How does the userland application know its IO has been completed ?
There are two points here,

How to get the io completion events from underlying?

irq

nvme_irq()
  -> nvme_process_cq()
    -> nvme_handle_cqe()
      -> nvme_end_request()
        -> blk_mq_complete_request()

polling

blk_poll()
---

    // For the device that doesn't support polling, just return 0 here.
    // generic_make_request_checks would clear REQ_HIPRI if device doesn't
    // support polling to ensure bio is issued to correct queue.

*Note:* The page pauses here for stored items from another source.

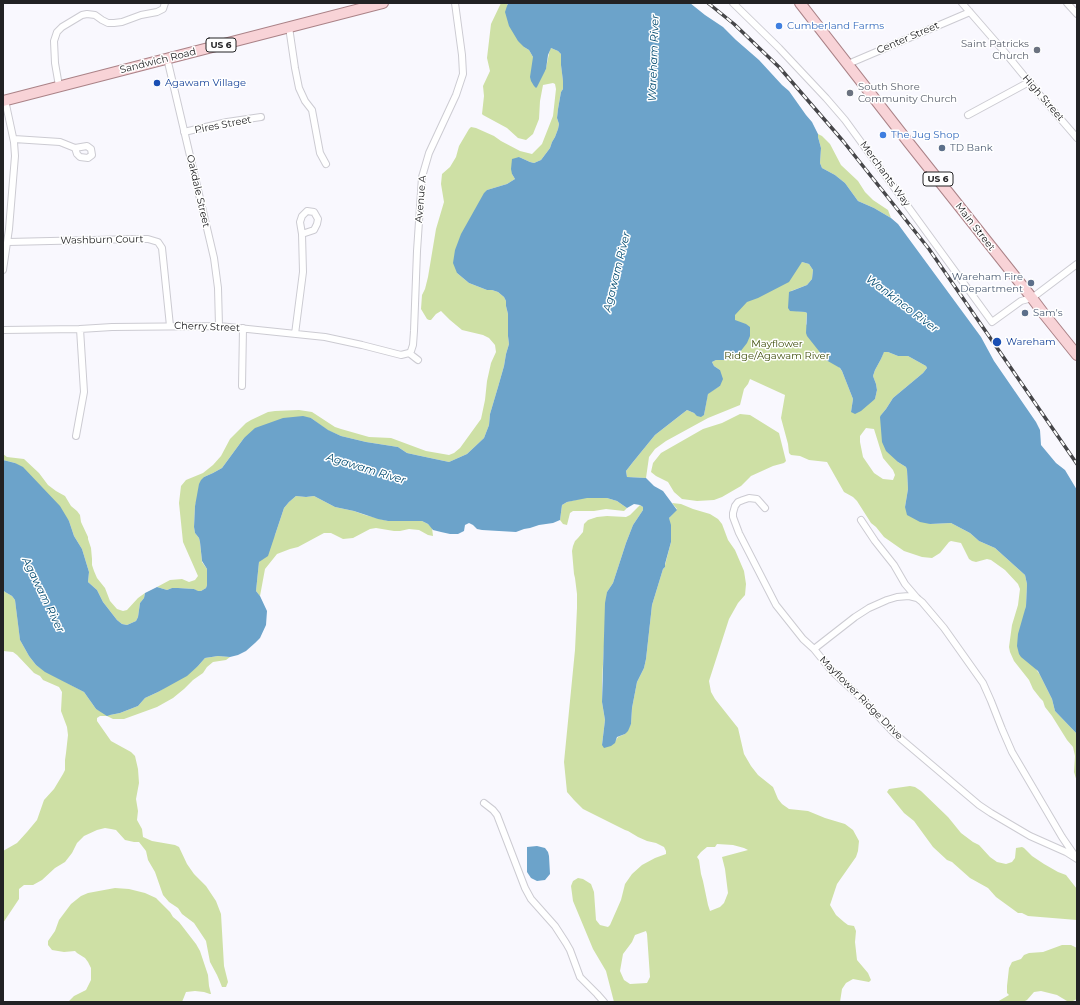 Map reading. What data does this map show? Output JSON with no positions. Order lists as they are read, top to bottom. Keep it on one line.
{"streets":{"main road":["US 6","Sandwich Road","Main Street"],"street":["Center Street","High Street","Pires Street","Merchants Way","Oakdale Street","Avenue A","Washburn Court","Cherry Street","Mayflower Ridge Drive"]},"crossings":[["Center Street","High Street"],["Center Street","Main Street"],["Sandwich Road","Oakdale Street"],["Pires Street","Oakdale Street"],["Merchants Way","Main Street"],["Oakdale Street","Cherry Street"],["Avenue A","Cherry Street"],["Washburn Court","Cherry Street"]],"water":["Wareham River","Agawam River","Wankinco River"],"parks":["Mayflower Ridge/Agawam River"],"places":["Cumberland Farms","Saint Patricks Church","Agawam Village","South Shore Community Church","The Jug Shop","TD Bank","Wareham Fire Department","Sam's","Wareham"]} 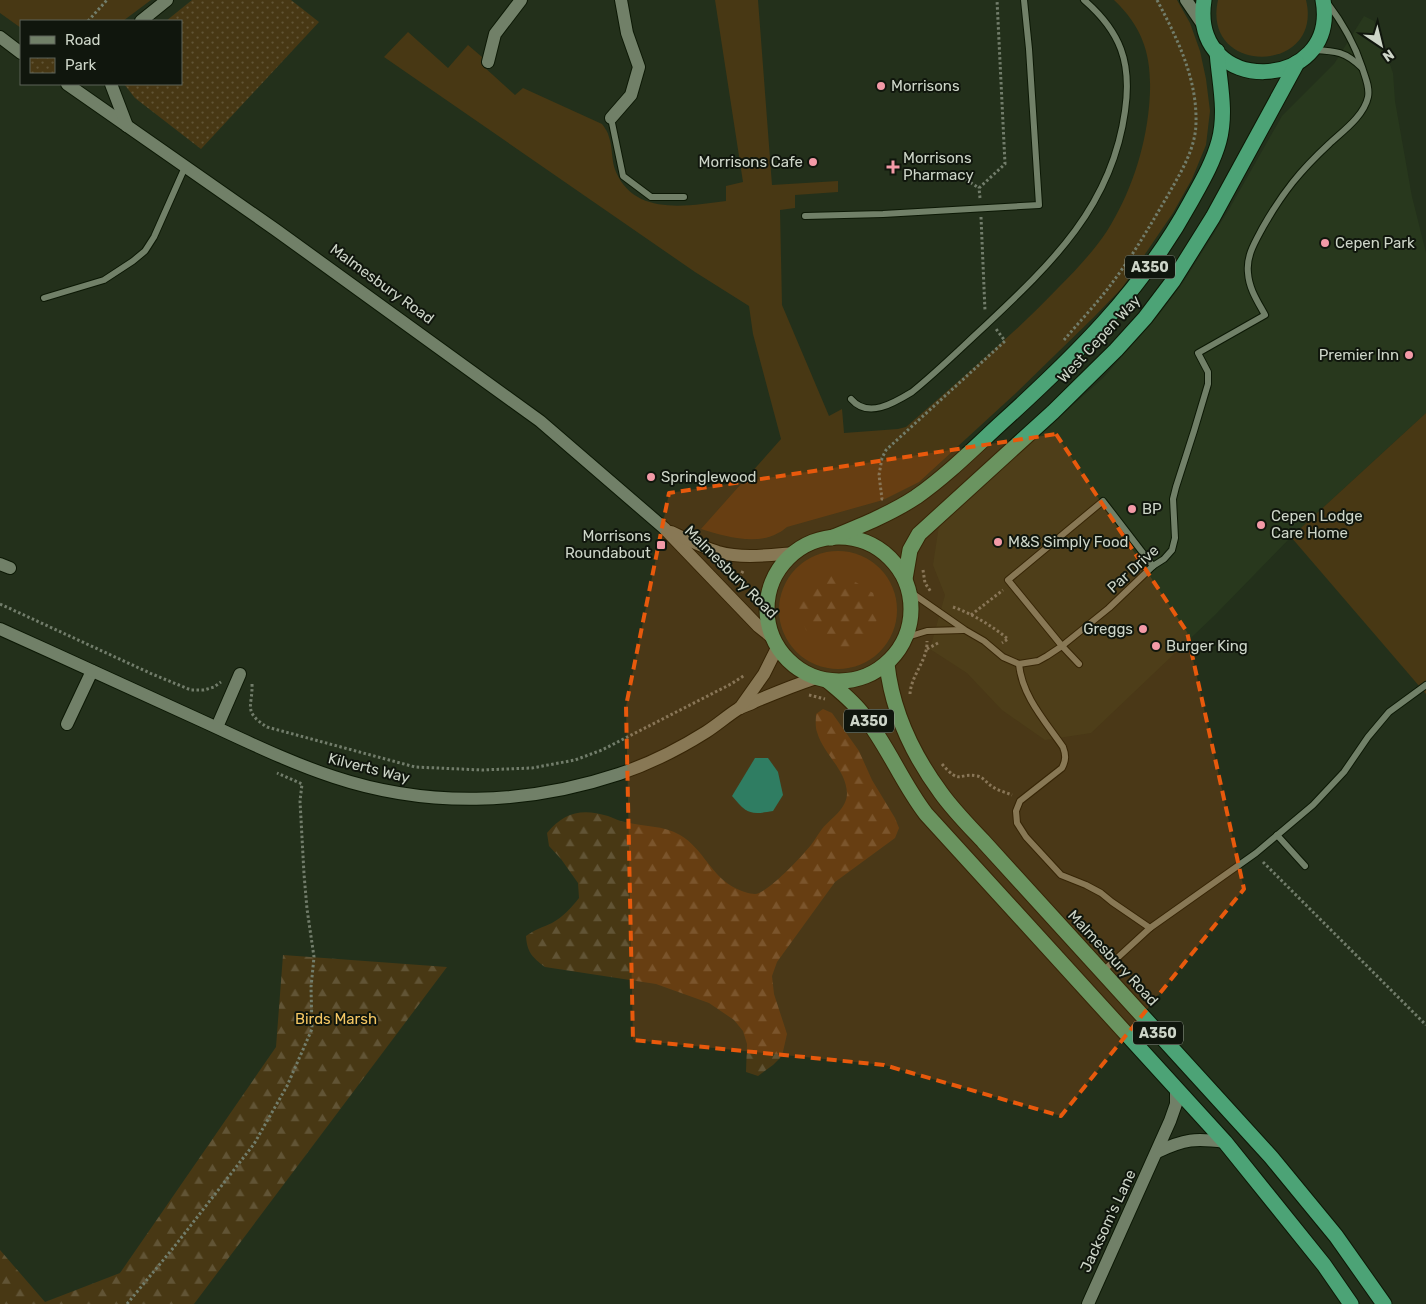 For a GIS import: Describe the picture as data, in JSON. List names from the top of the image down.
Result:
{
  "streets": {
    "highway": ["A350", "Malmesbury Road", "West Cepen Way"],
    "main road": ["Kilverts Way", "Jacksom's Lane"],
    "lane": ["Par Drive"]
  },
  "crossings": [
    ["A350", "Malmesbury Road"],
    ["A350", "West Cepen Way"],
    ["A350", "Kilverts Way"],
    ["A350", "Jacksom's Lane"],
    ["Malmesbury Road", "West Cepen Way"],
    ["Malmesbury Road", "Kilverts Way"],
    ["West Cepen Way", "Kilverts Way"]
  ],
  "parks": ["Birds Marsh"],
  "places": {
    "other": [
      "Morrisons",
      "Morrisons Cafe",
      "Cepen Park",
      "Premier Inn",
      "Springlewood",
      "BP",
      "Cepen Lodge Care Home",
      "M&S Simply Food",
      "Greggs",
      "Burger King"
    ],
    "health": ["Morrisons Pharmacy"],
    "transit": ["Morrisons Roundabout"]
  },
  "legend": ["Road", "Park"],
  "north": "bottom right"
}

    if (!blk_qc_t_valid(cookie) ||
        !test_bit(QUEUE_FLAG_POLL, &q->queue_flags))
        return 0;

    if (current->plug)
        blk_flush_plug_list(current->plug, false);

    hctx = q->queue_hw_ctx[blk_qc_t_to_queue_num(cookie)];
    ...
    state = current->state;
    do {
        int ret;

        hctx->poll_invoked++;

        ret = q->mq_ops->poll(hctx);

          ---
          -> nvme_poll()
            -> nvme_process_cq()
          ---

    
        if (signal_pending_state(state, current))
            __set_current_state(TASK_RUNNING);

        if (current->state == TASK_RUNNING)
            return 1;

        if (ret < 0 || !spin)
            break;
        cpu_relax();
    } while (!need_resched());

    __set_current_state(TASK_RUNNING);

---

How to get the io completion events ?

wait

direct-IO + async
blk_update_request()
  -> bio_endio()
    -> blkdev_bio_end_io()
      -> dio->iocb->ki_complete()
         io_complete_rw()
         -> io_complete_rw_common()>

for the buffered IO
io_issue_sqe()
  -> io_read()
  ---
    if (req->file->f_op->read_iter)
            ret2 = call_read_iter(req->file, kiocb, &iter);
        else
            ret2 = loop_rw_iter(READ, req->file, kiocb, &iter);

        /* Catch -EAGAIN return for forced non-blocking submission */
        if (!force_nonblock || ret2 != -EAGAIN) {
            kiocb_done(kiocb, ret2);
        } 
  ---
kiocb_done()
--
    if (ret >= 0 && kiocb->ki_complete == io_complete_rw)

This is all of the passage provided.